** YOUR GOAL **
Tally the lines of the listing that contain the string "actions". Give the number and nothing else.

** RECORDS SHOWN **
--- START ---
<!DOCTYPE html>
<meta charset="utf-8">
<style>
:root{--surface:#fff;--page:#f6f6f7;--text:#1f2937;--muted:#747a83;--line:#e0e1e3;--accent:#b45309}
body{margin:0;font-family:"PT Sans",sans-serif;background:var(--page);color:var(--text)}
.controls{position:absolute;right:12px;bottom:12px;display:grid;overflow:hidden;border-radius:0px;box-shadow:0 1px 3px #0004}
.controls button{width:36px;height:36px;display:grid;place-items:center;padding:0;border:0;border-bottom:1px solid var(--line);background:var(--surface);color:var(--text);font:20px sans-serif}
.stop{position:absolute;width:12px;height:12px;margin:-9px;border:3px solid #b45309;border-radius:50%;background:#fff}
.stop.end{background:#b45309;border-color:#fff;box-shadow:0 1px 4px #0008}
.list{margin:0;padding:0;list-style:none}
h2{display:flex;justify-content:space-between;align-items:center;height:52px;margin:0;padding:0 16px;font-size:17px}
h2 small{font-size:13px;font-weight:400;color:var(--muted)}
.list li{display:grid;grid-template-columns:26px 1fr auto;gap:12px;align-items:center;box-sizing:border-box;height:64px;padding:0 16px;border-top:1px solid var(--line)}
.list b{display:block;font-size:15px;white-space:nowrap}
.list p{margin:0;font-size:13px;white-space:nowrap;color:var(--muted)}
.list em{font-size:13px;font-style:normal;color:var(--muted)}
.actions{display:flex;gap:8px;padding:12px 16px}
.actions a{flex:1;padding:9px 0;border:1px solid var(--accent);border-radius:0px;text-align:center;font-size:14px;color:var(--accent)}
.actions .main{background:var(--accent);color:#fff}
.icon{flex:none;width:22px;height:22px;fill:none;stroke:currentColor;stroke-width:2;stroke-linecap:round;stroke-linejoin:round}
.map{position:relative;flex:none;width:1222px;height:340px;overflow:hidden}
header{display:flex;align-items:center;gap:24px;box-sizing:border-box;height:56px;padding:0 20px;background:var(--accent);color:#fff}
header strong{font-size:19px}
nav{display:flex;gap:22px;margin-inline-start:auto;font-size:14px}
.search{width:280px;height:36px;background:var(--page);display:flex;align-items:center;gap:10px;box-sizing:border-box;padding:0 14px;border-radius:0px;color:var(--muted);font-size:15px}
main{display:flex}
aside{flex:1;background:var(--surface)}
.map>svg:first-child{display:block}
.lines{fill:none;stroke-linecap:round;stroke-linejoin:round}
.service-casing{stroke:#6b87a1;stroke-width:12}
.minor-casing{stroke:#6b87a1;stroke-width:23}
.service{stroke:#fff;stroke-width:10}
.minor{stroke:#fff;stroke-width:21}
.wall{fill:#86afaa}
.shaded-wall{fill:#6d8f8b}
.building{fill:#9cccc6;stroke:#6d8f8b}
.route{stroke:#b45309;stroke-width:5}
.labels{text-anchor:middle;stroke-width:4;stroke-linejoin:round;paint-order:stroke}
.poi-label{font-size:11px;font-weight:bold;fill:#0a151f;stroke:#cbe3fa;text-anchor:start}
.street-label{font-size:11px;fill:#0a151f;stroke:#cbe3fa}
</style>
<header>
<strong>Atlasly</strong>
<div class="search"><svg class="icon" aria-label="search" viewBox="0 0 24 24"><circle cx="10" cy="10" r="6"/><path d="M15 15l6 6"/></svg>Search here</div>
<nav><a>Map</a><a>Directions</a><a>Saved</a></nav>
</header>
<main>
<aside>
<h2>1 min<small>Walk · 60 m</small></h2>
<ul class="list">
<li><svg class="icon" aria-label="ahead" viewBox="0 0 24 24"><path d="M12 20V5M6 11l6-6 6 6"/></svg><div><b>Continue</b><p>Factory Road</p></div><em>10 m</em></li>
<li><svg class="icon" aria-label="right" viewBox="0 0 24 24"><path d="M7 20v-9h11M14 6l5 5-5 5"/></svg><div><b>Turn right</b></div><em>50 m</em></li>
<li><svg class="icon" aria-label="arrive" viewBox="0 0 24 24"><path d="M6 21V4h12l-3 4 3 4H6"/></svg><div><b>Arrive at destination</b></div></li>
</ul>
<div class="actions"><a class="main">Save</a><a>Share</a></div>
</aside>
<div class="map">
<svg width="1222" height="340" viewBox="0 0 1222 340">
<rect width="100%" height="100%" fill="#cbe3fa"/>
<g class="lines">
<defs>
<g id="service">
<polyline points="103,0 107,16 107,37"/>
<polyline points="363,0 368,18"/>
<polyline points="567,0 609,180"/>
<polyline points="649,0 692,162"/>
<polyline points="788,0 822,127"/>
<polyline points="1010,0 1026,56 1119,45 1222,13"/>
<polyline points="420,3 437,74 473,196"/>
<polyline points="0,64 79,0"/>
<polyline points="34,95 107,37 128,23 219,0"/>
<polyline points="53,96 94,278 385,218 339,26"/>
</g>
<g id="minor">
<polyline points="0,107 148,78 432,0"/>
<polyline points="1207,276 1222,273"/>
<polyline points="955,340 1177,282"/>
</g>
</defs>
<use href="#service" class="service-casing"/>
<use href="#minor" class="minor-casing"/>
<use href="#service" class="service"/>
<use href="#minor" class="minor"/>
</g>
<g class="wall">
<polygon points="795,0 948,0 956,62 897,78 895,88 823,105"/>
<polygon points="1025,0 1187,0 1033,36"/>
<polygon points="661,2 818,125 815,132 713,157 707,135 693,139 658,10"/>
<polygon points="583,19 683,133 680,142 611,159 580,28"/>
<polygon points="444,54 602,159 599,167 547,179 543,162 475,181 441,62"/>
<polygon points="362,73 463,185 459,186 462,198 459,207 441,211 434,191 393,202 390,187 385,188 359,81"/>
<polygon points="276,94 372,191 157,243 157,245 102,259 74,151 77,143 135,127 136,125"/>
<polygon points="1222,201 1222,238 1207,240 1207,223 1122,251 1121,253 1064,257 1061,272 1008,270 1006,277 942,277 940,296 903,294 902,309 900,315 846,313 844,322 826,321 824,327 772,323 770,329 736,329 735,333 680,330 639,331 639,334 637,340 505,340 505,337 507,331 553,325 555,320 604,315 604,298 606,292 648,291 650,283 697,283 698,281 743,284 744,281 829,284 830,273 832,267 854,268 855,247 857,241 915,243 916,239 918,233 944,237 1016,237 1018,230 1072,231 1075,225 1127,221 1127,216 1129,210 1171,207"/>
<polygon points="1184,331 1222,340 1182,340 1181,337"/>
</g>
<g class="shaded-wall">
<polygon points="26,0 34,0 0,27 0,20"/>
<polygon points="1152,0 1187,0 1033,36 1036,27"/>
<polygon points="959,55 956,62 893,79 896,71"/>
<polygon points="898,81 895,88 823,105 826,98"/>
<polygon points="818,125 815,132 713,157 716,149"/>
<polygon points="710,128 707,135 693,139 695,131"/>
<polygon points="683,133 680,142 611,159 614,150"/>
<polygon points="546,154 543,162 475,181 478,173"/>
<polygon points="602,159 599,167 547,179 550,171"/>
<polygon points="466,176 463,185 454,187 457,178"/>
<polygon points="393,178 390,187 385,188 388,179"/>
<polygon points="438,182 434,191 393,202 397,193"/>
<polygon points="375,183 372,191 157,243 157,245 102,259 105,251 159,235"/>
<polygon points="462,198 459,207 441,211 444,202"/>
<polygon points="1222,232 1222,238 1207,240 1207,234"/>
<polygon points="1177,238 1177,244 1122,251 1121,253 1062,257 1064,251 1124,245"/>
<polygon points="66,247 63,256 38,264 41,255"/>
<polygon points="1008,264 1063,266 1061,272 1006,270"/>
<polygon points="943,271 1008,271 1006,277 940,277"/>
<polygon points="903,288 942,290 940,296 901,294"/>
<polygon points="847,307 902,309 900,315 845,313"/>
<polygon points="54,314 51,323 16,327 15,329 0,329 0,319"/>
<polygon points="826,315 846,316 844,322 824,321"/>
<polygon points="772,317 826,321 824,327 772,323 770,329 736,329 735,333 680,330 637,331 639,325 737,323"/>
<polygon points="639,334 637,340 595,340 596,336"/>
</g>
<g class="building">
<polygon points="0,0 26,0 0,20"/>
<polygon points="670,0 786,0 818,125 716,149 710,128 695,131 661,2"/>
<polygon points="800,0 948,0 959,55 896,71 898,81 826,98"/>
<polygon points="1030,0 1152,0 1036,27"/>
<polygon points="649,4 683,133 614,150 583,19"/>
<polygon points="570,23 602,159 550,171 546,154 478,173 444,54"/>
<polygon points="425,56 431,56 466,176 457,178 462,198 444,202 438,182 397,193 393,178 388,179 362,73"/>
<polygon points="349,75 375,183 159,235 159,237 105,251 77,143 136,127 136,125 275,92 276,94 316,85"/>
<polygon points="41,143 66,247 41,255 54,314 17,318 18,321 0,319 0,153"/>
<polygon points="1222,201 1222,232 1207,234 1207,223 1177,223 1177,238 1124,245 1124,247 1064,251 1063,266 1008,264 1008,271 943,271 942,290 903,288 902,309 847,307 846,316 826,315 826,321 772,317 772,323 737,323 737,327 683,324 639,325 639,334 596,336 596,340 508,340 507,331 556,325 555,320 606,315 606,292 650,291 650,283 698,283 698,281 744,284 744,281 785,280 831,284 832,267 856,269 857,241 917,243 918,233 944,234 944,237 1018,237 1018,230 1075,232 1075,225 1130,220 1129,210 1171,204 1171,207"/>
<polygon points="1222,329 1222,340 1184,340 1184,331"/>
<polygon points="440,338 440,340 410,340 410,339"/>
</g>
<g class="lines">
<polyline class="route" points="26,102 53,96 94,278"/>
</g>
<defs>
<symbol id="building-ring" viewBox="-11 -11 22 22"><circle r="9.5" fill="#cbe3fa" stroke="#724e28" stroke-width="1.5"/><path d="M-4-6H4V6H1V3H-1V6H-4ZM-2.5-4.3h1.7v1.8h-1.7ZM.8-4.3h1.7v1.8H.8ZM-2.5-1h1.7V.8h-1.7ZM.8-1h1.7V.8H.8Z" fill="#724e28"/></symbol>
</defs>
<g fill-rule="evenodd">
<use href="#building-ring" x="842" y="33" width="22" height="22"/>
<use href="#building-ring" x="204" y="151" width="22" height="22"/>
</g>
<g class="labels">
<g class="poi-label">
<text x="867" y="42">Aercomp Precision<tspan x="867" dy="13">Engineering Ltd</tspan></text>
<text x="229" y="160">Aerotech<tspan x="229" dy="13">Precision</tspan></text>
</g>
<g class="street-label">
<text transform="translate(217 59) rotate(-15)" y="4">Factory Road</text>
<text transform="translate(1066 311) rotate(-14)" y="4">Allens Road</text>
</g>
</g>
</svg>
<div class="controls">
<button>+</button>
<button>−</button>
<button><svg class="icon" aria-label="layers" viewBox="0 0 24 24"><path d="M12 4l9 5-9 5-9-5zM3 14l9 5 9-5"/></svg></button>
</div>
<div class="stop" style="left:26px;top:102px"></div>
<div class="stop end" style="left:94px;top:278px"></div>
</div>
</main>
--- END ---
** RESPONSE **
4